Article Published February 12, 2002



County Mayo (Ireland): An Outline History -- Independence
By Bernard O'Hara and Nollaig ÓMuraíle, Mayo Ireland Ltd



Independence

The Land agitation destroyed servility and paved the way for the emergence of a modern democracy. Under the provisions of the Local Government (Ireland) Act 1898, Grand Juries (which consisted of the chief landowners in each county) were abolished and replaced by county councils with a significant extension of local democracy. The change saw some readjustments to county boundaries including Mayo. These developments were aided by the Gaelic Revival of the late 19th and early 20th centuries. After the defeat of 1916 Easter Rising in Dublin, fourteen of its leaders, including a Westport man, Major John MacBride, were executed. McBride had led a small Irish Brigade in the Boer War in South Africa against the British, and was married for a time to the beautiful Maud Gonne, the love of the poet W.B. Yeats. (Their son, Seán, became an international lawyer of renown, the founder of a political party - Clann na Poblachta, Minister for External Affairs in the first inter-party government in Ireland 1948 - '51, and winner of the Nobel and Lenin Peace Prizes).
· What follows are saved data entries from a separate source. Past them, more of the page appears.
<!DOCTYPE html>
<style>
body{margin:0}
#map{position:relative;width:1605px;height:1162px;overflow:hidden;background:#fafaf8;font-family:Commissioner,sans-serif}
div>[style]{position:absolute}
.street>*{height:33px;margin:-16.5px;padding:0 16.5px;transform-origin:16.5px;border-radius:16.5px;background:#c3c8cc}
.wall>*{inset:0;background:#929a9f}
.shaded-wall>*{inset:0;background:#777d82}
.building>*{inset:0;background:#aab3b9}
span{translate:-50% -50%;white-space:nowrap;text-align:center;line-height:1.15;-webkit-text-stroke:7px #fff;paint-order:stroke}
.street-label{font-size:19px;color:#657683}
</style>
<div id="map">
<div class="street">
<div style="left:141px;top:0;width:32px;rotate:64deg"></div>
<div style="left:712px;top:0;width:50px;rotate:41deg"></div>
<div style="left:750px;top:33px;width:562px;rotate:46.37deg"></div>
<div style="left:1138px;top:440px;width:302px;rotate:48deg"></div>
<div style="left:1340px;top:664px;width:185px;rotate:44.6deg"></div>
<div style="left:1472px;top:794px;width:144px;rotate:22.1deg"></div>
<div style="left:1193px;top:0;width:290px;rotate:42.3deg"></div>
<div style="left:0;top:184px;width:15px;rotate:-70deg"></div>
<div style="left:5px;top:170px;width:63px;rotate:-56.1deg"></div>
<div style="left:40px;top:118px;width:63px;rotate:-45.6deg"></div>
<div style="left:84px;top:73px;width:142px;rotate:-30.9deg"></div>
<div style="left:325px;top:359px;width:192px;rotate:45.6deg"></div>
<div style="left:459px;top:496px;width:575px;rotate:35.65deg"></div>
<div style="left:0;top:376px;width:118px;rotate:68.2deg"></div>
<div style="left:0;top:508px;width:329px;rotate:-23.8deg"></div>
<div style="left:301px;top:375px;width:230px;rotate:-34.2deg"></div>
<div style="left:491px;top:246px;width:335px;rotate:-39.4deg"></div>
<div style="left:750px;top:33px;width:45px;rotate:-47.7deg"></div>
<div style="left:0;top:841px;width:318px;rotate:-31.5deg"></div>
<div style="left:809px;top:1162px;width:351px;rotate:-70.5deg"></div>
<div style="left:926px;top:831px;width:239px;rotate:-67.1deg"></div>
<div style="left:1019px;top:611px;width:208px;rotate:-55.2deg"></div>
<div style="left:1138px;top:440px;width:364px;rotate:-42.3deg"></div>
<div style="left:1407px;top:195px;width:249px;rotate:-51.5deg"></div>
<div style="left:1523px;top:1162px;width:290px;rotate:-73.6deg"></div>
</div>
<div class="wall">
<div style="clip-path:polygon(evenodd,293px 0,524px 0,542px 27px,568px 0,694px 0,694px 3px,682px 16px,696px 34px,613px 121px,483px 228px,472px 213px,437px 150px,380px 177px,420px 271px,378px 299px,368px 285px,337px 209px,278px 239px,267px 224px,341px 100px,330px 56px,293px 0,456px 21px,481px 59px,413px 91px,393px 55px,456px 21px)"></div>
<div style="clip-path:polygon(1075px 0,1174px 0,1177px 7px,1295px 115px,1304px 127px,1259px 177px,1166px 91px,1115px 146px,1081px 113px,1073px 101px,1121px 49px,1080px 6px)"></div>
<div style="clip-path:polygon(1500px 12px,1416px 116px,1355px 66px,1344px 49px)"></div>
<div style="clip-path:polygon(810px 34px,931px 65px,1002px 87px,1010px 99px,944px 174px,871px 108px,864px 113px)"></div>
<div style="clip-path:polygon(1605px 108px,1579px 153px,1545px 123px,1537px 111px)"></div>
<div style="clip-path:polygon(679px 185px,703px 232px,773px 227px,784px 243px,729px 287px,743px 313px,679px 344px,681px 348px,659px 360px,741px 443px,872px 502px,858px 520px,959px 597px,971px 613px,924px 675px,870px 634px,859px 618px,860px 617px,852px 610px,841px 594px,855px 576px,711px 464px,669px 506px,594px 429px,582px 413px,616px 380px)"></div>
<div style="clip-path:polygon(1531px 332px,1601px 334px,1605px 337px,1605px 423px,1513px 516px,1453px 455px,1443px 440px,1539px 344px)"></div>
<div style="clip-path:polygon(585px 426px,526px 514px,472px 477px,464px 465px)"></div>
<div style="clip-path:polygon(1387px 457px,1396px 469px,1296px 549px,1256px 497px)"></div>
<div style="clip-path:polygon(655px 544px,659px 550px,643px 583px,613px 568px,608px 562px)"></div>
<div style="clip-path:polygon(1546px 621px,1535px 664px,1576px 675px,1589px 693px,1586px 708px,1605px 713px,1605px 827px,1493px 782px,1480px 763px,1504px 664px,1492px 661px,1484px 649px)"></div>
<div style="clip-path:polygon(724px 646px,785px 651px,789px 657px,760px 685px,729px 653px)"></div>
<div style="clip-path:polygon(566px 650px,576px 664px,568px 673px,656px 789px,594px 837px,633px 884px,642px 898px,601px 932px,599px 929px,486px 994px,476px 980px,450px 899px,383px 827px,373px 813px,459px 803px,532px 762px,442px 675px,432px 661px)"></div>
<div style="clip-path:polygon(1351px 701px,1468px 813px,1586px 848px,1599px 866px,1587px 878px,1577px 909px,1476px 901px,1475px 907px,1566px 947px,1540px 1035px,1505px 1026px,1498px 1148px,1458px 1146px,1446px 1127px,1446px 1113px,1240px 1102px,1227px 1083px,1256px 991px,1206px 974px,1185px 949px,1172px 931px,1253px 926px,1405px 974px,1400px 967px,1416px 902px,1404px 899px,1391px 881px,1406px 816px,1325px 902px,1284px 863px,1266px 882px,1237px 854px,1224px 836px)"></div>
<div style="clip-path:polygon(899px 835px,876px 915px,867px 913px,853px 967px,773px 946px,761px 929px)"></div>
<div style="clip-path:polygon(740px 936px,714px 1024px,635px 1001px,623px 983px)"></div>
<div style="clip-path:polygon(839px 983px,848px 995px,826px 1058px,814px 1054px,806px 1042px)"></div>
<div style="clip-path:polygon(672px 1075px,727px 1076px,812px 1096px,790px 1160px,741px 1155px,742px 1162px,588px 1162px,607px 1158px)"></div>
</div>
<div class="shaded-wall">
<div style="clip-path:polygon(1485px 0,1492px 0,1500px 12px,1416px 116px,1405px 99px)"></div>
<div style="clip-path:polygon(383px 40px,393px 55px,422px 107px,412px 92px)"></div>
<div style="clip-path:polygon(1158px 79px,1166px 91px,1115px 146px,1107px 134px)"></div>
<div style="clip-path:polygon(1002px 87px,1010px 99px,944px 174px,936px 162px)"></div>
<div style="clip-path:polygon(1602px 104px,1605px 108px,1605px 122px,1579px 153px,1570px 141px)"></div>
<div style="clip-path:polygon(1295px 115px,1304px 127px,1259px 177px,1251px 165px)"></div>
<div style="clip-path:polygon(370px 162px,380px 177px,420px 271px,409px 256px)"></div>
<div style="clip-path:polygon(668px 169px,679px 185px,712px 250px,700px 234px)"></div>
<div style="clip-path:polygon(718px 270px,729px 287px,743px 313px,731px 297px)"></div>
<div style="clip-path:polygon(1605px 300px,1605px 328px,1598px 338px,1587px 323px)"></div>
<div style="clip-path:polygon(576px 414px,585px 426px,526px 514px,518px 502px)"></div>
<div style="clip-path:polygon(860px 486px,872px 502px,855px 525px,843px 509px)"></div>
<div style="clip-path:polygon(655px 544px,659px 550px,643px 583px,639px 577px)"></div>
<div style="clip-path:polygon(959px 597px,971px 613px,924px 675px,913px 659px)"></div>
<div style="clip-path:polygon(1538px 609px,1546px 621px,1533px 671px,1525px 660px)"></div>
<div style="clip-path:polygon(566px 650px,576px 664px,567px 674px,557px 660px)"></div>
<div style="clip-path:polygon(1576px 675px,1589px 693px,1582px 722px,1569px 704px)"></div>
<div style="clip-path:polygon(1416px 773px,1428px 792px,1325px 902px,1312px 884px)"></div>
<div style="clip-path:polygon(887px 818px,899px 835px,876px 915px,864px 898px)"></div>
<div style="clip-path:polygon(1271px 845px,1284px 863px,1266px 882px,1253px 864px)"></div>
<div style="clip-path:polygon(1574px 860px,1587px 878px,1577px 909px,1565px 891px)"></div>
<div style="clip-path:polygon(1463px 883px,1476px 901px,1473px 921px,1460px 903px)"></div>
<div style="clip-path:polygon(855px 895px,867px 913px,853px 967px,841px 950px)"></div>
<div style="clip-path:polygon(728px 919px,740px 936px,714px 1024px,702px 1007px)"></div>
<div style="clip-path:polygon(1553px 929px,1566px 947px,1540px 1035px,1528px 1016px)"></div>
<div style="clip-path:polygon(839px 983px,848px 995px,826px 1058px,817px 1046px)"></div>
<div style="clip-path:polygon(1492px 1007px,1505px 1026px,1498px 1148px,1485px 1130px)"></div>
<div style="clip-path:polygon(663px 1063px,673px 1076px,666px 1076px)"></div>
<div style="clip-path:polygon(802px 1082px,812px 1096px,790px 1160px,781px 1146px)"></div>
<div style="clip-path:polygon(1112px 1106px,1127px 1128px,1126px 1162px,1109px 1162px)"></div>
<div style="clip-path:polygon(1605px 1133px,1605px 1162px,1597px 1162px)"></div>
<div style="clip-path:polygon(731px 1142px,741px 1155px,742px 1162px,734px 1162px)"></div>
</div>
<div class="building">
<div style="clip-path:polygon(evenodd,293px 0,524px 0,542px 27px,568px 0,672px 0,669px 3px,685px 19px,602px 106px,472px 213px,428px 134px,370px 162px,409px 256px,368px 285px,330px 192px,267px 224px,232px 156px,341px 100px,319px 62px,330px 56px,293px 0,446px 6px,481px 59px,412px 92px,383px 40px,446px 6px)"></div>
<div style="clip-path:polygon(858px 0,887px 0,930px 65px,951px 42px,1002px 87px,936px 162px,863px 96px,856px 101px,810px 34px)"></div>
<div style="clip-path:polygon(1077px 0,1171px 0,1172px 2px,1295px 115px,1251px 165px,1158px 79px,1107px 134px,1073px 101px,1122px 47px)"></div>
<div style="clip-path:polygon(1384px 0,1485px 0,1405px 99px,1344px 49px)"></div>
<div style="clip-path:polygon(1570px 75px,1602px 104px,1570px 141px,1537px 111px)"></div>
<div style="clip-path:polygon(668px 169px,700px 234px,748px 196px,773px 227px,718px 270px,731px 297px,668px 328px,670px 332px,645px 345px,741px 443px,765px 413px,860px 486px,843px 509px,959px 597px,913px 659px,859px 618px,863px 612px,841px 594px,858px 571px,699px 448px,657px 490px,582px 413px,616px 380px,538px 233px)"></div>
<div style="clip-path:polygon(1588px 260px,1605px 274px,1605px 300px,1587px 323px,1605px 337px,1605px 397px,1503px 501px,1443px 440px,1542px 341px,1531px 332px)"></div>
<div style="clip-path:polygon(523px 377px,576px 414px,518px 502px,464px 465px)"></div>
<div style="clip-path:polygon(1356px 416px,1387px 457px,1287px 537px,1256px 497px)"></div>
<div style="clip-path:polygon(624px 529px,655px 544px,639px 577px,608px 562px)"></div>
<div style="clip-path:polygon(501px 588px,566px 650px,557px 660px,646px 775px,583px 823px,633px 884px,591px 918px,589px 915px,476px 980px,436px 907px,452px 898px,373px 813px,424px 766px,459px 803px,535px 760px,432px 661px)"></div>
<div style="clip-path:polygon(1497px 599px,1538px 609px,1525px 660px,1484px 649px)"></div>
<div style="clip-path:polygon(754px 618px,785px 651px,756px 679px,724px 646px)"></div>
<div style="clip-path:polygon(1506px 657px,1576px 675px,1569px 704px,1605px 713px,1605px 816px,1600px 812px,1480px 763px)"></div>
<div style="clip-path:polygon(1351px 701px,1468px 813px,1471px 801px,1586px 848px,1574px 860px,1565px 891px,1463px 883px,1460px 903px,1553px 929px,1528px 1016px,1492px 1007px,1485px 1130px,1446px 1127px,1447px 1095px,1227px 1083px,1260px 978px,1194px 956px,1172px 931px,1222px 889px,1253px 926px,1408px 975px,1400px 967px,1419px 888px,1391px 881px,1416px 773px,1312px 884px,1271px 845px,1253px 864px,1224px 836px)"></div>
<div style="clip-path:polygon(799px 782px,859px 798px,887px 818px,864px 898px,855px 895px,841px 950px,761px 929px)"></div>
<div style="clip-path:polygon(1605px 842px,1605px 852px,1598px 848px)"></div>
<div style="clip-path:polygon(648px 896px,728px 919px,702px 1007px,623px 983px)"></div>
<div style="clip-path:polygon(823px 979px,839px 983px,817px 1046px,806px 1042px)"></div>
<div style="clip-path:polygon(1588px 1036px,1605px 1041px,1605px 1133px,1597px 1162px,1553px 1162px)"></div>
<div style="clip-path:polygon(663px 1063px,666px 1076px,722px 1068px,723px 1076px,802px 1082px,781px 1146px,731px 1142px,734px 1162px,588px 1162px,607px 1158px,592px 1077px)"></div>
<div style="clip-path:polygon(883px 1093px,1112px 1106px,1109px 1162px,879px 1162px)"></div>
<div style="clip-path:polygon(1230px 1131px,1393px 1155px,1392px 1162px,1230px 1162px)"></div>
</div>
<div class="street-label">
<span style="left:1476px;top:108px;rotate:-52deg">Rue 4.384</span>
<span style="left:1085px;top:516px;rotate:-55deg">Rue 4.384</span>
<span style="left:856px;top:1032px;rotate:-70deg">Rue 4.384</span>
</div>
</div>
The historic general election of 1918, in which Sinn Féin candidates won a landslide victory, led to the establishment of 'the first Dáil', or native parliament, in January 1919, which was not recognised by Britain. The first public session in Ireland of the new Republican law courts was held in Ballinrobe on 17 May 1919. These developments were followed by the war of independence, with a number of incidents in County Mayo, notably at Foxford, Islandeady, Toormakeady, Kilmeena and Carrowkennedy near Westport. A truce was declared in July 1921, followed by the Anglo Irish Treaty of 6 December. The subsequent split in Republican ranks led to a tragic civil war (1922 - '23), again with a number of so called 'incidents' in County Mayo, but nothing compared to the atrocities which took place elsewhere in Ireland.